(Available data Opens)

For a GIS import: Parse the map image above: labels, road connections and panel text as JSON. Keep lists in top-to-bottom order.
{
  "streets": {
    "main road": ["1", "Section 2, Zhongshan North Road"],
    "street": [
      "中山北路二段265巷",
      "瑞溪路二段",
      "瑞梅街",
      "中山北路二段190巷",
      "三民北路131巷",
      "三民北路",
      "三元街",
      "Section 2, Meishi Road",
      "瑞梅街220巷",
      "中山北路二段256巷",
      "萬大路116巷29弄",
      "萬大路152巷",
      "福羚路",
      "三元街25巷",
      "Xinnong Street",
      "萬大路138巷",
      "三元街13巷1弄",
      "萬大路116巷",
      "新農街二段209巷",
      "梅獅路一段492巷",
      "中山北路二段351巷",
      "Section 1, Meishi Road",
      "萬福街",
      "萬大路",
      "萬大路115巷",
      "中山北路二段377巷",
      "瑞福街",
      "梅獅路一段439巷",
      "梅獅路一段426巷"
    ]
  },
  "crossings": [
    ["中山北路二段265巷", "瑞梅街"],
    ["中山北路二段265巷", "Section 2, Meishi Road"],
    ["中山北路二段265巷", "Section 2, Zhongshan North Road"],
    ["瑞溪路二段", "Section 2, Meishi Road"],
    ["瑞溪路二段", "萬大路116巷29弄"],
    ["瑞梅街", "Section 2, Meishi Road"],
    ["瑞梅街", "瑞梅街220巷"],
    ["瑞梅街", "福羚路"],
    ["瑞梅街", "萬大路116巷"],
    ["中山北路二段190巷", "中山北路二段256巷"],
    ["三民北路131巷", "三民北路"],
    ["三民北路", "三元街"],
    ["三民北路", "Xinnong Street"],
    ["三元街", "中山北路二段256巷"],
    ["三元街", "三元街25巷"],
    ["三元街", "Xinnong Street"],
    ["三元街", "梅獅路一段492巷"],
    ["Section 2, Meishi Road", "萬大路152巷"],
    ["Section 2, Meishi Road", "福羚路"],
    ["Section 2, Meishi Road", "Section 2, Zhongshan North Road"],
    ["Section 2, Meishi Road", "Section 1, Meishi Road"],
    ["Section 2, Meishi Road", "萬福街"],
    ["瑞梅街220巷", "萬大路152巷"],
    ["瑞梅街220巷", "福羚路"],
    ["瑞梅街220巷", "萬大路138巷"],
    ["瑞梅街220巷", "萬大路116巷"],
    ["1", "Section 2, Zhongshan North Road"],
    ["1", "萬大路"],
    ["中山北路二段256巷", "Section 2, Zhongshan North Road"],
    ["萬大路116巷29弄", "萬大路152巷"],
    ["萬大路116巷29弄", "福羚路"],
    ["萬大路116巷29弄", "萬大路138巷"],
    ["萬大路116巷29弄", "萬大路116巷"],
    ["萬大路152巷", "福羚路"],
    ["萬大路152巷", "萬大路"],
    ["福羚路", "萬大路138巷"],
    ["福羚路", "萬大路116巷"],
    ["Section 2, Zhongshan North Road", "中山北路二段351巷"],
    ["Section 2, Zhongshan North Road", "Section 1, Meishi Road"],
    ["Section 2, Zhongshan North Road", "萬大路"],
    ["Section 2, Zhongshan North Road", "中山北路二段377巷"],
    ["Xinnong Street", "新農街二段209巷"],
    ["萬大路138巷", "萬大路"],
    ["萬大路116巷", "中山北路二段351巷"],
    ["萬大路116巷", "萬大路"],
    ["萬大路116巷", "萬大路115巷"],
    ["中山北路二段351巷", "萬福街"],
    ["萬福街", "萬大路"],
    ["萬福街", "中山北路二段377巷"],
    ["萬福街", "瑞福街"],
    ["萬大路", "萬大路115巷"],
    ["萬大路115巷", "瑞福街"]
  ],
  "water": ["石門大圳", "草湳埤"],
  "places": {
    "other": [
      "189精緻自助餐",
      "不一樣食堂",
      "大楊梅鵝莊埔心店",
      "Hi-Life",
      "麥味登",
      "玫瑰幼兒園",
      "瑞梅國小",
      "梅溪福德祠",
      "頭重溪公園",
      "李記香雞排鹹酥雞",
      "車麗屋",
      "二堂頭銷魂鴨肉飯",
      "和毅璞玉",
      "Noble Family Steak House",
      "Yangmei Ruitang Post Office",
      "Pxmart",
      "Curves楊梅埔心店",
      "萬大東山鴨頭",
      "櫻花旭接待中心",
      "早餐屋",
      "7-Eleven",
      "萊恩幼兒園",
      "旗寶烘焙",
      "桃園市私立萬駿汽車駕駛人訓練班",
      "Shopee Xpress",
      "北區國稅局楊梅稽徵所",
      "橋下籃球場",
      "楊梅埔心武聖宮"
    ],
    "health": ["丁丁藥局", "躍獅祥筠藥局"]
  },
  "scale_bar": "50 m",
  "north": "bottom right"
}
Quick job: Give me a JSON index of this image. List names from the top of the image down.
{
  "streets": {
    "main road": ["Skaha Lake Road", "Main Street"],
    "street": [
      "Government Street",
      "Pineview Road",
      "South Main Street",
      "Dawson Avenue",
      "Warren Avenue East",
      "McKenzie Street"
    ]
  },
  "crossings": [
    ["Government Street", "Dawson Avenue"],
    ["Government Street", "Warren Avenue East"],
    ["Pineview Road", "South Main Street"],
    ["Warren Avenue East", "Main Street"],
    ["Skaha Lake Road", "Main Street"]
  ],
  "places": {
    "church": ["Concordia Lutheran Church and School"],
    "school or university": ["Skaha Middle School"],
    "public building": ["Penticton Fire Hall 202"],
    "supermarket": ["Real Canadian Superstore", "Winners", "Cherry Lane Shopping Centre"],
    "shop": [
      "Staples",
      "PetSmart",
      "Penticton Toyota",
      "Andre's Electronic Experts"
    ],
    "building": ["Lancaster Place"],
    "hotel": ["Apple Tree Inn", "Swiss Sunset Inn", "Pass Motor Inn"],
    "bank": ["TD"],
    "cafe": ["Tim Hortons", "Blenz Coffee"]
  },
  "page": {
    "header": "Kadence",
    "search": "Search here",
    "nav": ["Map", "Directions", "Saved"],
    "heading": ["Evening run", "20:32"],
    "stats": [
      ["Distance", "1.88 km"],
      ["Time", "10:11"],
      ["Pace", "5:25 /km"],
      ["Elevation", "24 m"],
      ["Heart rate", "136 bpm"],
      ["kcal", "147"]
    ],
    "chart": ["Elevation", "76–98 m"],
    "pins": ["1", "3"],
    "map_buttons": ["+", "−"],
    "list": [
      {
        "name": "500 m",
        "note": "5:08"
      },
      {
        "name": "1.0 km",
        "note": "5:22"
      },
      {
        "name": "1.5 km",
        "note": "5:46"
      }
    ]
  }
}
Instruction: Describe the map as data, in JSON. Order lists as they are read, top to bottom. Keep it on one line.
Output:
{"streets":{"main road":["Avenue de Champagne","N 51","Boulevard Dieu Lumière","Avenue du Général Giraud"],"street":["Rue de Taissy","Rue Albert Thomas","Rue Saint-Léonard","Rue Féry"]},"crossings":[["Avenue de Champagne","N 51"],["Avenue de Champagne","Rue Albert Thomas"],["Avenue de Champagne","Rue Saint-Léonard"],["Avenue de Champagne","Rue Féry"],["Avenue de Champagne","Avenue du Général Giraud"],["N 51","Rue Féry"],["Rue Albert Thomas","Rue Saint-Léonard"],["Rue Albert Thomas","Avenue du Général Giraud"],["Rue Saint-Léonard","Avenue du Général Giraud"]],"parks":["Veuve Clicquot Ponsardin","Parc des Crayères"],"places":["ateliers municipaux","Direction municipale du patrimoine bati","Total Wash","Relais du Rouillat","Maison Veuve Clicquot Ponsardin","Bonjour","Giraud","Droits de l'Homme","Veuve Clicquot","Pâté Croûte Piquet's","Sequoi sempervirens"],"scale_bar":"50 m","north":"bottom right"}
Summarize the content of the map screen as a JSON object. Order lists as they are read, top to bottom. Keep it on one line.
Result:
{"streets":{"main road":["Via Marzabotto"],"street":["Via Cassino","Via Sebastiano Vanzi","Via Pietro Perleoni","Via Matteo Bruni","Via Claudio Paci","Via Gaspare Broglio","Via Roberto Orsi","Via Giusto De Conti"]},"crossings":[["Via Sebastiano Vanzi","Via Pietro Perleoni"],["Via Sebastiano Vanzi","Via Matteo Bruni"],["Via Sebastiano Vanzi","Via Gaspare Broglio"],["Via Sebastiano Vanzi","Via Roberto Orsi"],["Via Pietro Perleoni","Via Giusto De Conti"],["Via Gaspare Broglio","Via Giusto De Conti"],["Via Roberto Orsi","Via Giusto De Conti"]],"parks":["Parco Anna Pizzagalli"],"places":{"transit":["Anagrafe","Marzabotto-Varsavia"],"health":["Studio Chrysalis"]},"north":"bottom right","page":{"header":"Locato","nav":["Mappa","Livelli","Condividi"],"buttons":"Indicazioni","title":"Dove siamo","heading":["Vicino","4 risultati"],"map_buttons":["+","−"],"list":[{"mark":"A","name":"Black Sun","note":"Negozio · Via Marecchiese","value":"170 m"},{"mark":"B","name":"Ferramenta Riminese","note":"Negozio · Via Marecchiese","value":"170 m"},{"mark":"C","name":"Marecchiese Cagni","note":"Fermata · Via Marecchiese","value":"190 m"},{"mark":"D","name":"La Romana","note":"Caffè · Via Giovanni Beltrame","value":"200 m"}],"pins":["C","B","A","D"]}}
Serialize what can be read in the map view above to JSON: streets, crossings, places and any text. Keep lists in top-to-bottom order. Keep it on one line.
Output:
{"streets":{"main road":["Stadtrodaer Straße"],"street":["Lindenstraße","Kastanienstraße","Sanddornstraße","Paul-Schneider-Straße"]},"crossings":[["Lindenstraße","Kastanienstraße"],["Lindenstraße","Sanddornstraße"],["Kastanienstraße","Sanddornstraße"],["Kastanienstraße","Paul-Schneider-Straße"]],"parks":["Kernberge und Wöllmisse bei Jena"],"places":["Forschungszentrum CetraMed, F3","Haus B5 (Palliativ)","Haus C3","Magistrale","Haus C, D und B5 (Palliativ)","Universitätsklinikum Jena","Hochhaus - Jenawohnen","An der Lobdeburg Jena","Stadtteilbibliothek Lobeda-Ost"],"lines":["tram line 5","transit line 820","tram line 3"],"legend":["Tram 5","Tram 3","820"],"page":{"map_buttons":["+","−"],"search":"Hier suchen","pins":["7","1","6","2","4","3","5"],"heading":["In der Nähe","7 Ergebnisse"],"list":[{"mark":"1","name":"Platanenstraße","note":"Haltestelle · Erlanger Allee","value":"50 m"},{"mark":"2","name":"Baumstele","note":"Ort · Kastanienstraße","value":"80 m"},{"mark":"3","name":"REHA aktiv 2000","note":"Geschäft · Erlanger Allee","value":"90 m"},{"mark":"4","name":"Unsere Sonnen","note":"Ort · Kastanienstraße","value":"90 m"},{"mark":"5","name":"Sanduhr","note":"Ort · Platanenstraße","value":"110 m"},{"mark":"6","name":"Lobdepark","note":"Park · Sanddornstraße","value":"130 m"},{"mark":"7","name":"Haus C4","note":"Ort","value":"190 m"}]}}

(Available data Closes)

**What the task asks**. Which lines of the records above hold the word "Skaha"? Copy each one out.

**Solution below**.
    "main road": ["Skaha Lake Road", "Main Street"],
    ["Skaha Lake Road", "Main Street"]
    "school or university": ["Skaha Middle School"],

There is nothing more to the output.